◆ Directions for this task
Would you repeat the whole listing exactly, pictures excluded?

◆ Material for this exercise
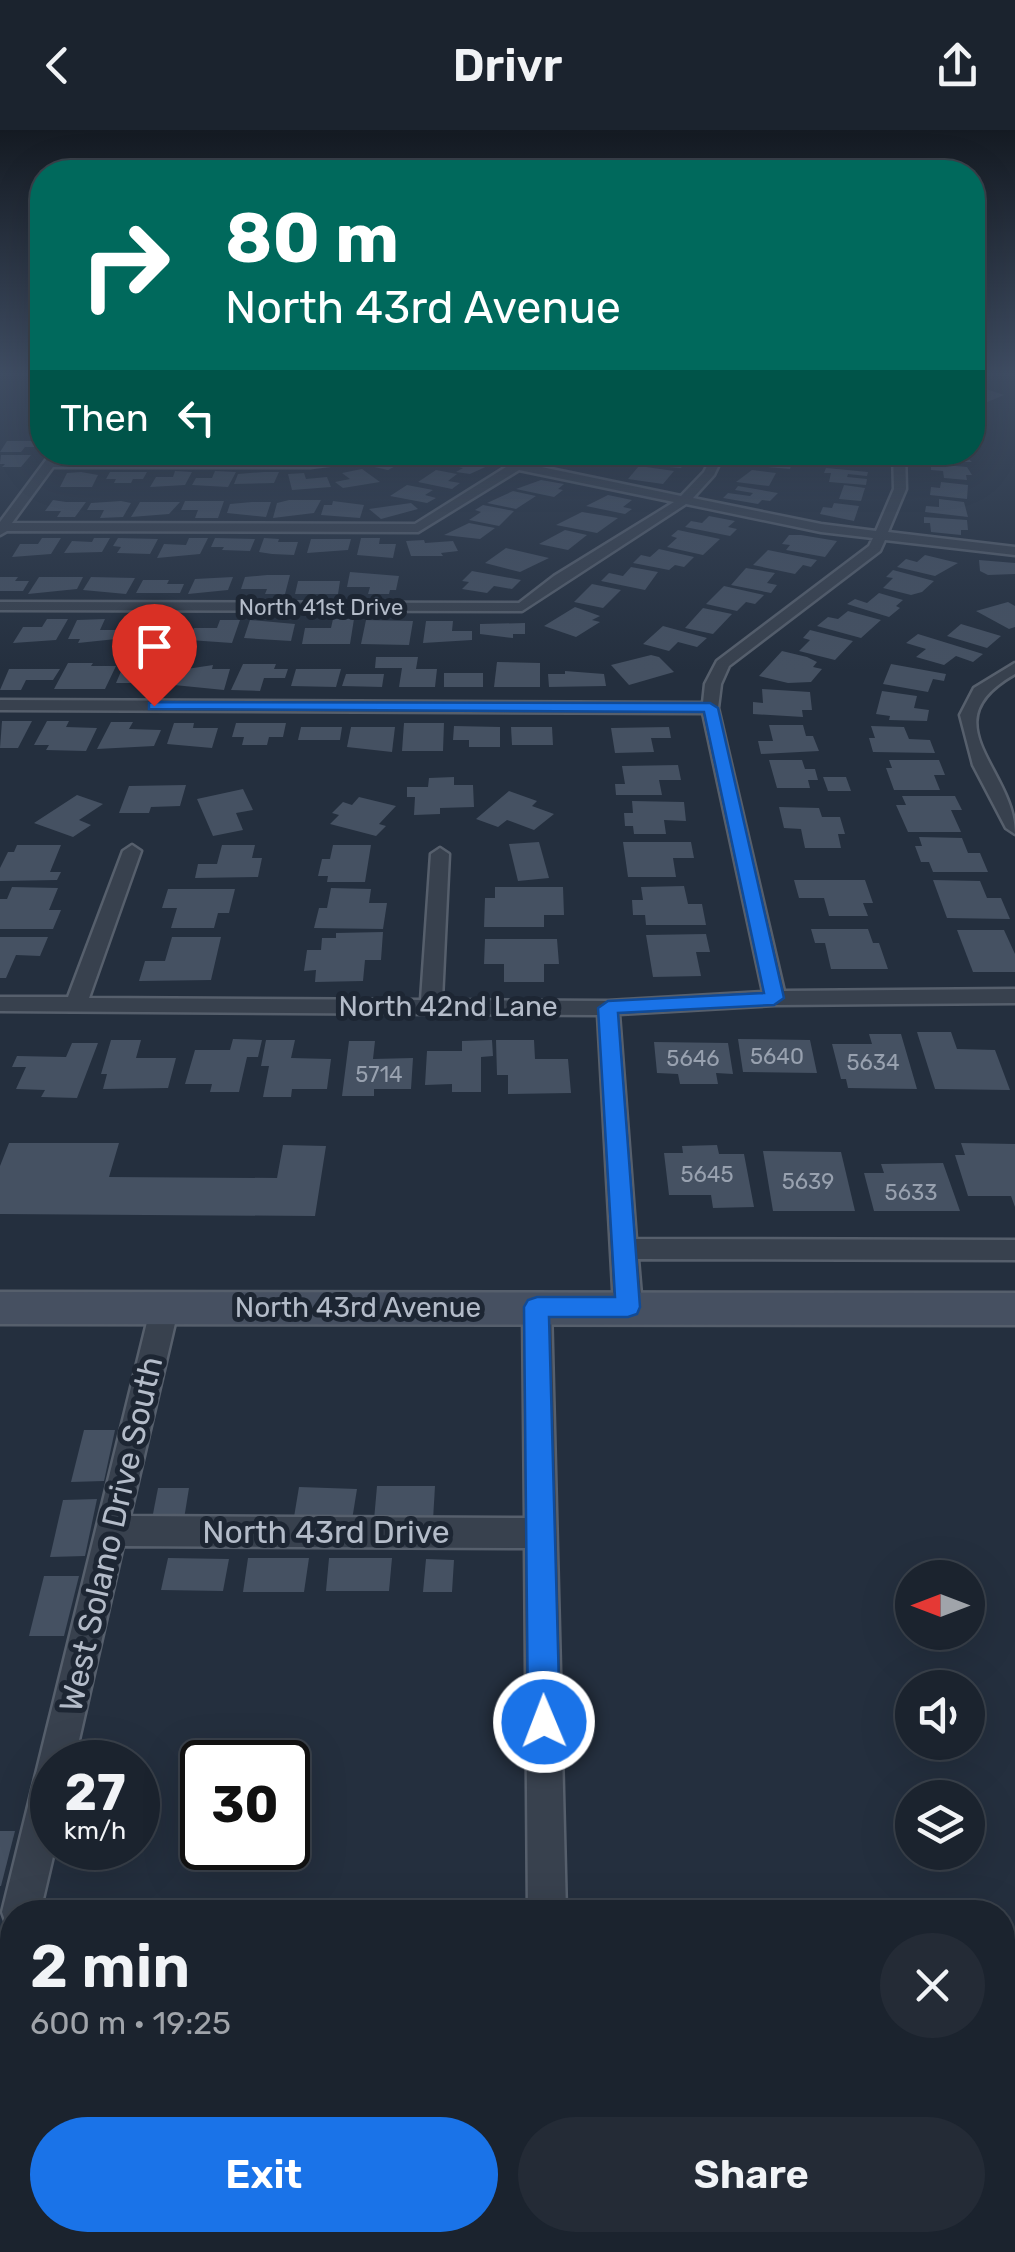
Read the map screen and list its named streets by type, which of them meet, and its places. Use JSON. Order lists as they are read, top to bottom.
{
  "streets": {
    "main road": ["North 43rd Avenue"],
    "street": [
      "North 41st Drive",
      "North 42nd Lane",
      "North 43rd Drive",
      "West Solano Drive South"
    ]
  },
  "crossings": [
    ["North 43rd Avenue", "West Solano Drive South"],
    ["North 43rd Drive", "West Solano Drive South"]
  ],
  "house_numbers": [
    "5640",
    "5646",
    "5634",
    "5714",
    "5645",
    "5639",
    "5633"
  ],
  "north": "left",
  "page": {
    "header": "Drivr",
    "turn": ["80 m", "North 43rd Avenue"],
    "then": "Then",
    "speed": "27 km/h",
    "limit": "30",
    "heading": ["2 min", "600 m · 19:25"],
    "buttons": ["Exit", "Share"]
  }
}
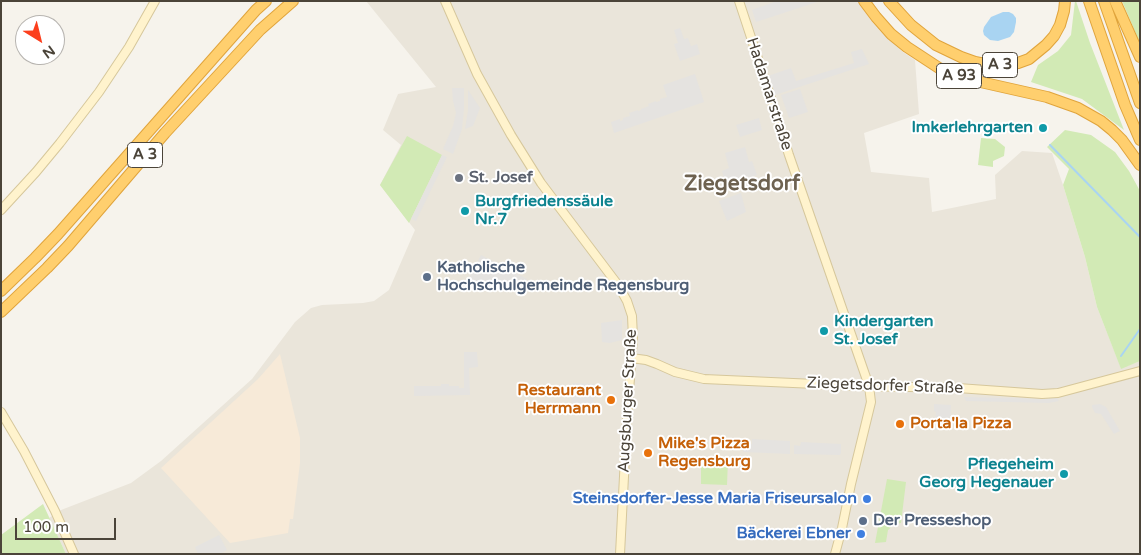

◆ Exercise answer
Read the map screen and list its named streets by type, which of them meet, and its places. Use JSON. Order lists as they are read, top to bottom.
{
  "streets": {
    "main road": ["North 43rd Avenue"],
    "street": [
      "North 41st Drive",
      "North 42nd Lane",
      "North 43rd Drive",
      "West Solano Drive South"
    ]
  },
  "crossings": [
    ["North 43rd Avenue", "West Solano Drive South"],
    ["North 43rd Drive", "West Solano Drive South"]
  ],
  "house_numbers": [
    "5640",
    "5646",
    "5634",
    "5714",
    "5645",
    "5639",
    "5633"
  ],
  "north": "left",
  "page": {
    "header": "Drivr",
    "turn": ["80 m", "North 43rd Avenue"],
    "then": "Then",
    "speed": "27 km/h",
    "limit": "30",
    "heading": ["2 min", "600 m · 19:25"],
    "buttons": ["Exit", "Share"]
  }
}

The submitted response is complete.